Plants need about 16 elements to live. You cannot omit one of these and pretend that one of the others will do the job. It won't work any more than taking a vitamin supplement gives you the carbohydrates you need. 

The elements that plants need the most of are all around them so we do not think about aquarium plants needing water (Hydrogen (H) and oxygen(O)) but they do. What happens when you stop watering your petunias? They die. Actually the oxygen is gas dissolved in the water, so the aquarium needs good water circulation so the oxygen gets replaced as it is removed. 

The next most important element to plants is carbon (C). In an aquarium we supply that in any of several ways, Excel is one of those ways. 

After carbon plants need Nitrogen (N), Phosphorus (P) and Potassium (K). These are called Macros. Fish food is fairly rich in N and P, but not K. If you still have to do water changes to keep the NO3 low, then fish food is supplying the N and P the plants need. No need to dose more. But dose K. Aquarium plants seem to use a lot of K. 

There are several minerals that plants need more of and some they need less of. The water supplies calcium (Ca) and magnesium (Mg) as long as the GH is over about 3 German degrees of hardness. But most water is low in iron (Fe). Fish food does not have much, either. 
So, dose GH booster if the GH is too low, and dose iron unless you know your tap water supplies it in a form the plants can use. 

All the other minerals plants need in rather small amounts. These are grouped together as Micros. If the fish food is supplying the N, then assume the micros are OK, too. But if you have to dose N and P, then assume you also need to dose a micro nutrient blend, such as CSM+B or Flourish Comprehensive. 

How to supply these nutrients:
If you buy a bottle of liquid fertilizer you are buying mostly water. The active ingredient may really be only a teaspoon to a tablespoon of something dissolved in the water. This may be fine for some people, but I do not care to pay for shipping water when I really want nitrogen, phosphorus and so on. I get plenty of water right out of the tap a lot cheaper. However, you can buy each of the macros and a micro-blend of fertilizers, and a carbon source in separate bottles so you can dose exactly what your tank needs in the right amounts. 

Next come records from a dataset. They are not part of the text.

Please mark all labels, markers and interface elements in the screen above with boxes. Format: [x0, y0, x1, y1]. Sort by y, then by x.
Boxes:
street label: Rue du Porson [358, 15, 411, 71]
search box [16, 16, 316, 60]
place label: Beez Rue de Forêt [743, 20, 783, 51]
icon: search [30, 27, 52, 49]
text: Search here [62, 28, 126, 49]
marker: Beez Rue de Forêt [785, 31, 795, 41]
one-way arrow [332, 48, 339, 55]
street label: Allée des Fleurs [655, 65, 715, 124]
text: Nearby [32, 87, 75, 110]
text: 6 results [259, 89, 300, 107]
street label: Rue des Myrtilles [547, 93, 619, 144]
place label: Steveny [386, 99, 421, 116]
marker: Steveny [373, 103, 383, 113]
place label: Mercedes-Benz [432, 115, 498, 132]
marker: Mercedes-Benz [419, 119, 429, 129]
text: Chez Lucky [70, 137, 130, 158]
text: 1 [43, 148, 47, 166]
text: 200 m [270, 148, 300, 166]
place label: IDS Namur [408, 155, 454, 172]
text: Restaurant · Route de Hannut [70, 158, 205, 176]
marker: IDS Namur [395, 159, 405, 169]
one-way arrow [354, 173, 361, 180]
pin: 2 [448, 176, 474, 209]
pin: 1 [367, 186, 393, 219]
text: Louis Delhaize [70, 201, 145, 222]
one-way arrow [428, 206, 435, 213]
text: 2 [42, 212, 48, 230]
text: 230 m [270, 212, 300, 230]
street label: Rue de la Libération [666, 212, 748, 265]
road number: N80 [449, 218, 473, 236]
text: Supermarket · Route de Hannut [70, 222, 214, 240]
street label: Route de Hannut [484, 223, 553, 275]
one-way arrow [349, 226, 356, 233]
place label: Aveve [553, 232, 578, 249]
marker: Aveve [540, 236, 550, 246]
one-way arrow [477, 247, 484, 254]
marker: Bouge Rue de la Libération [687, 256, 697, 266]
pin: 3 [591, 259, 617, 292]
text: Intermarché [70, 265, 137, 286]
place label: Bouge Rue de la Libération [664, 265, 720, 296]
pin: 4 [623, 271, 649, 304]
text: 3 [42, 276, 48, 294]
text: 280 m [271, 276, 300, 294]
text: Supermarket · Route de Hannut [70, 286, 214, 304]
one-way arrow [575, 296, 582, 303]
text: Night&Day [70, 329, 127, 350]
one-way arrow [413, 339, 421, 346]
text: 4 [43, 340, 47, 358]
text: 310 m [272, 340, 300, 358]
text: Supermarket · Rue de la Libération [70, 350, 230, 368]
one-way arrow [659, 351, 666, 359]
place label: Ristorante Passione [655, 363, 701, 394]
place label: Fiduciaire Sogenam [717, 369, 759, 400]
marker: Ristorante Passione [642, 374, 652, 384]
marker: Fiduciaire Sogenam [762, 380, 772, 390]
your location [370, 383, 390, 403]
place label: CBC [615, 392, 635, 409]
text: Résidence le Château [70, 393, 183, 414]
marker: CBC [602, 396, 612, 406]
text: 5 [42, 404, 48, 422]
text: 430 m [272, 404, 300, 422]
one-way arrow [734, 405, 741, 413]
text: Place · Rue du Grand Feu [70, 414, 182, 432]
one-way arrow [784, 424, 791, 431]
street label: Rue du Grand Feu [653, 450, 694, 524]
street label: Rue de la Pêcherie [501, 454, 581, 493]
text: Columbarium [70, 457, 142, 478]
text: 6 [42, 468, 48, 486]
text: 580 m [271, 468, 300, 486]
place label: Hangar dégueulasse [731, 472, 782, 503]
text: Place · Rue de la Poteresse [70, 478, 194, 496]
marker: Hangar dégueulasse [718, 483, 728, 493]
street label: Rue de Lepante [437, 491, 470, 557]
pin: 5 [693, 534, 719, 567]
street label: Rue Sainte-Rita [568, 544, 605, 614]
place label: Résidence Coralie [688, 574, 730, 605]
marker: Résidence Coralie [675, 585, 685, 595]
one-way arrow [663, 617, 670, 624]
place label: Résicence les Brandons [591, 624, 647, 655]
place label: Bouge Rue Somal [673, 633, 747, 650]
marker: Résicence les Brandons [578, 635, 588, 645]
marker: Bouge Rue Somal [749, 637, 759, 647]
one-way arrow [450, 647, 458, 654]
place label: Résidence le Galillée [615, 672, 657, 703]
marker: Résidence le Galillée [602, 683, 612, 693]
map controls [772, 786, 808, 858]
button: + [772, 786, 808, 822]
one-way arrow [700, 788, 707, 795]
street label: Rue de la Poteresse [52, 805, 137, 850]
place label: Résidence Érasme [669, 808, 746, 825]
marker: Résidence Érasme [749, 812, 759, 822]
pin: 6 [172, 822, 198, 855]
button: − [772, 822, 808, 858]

Dry fertilizers are the active ingredients in the bottles. I add tap water to a large bottle, and put in a few teaspoons to a table spoon of each of the materials my plants need, in the ratio they need them. Then I dose my tanks with my DIY liquid fertilizers.


----------



## Sachababs (May 5, 2012)

Thanks for your long and detailed reply Diana. 
I think dry ferts are the way to go. Maybe the most important would be Carbon and Potassium to start with? I don't know about these things...
Also, it's not like I can just walk into a store and buy some potassium...


----------



## alfalfa (Jan 19, 2012)

Sachababs said:


> I was told that Excel is just Carbon and nothing else.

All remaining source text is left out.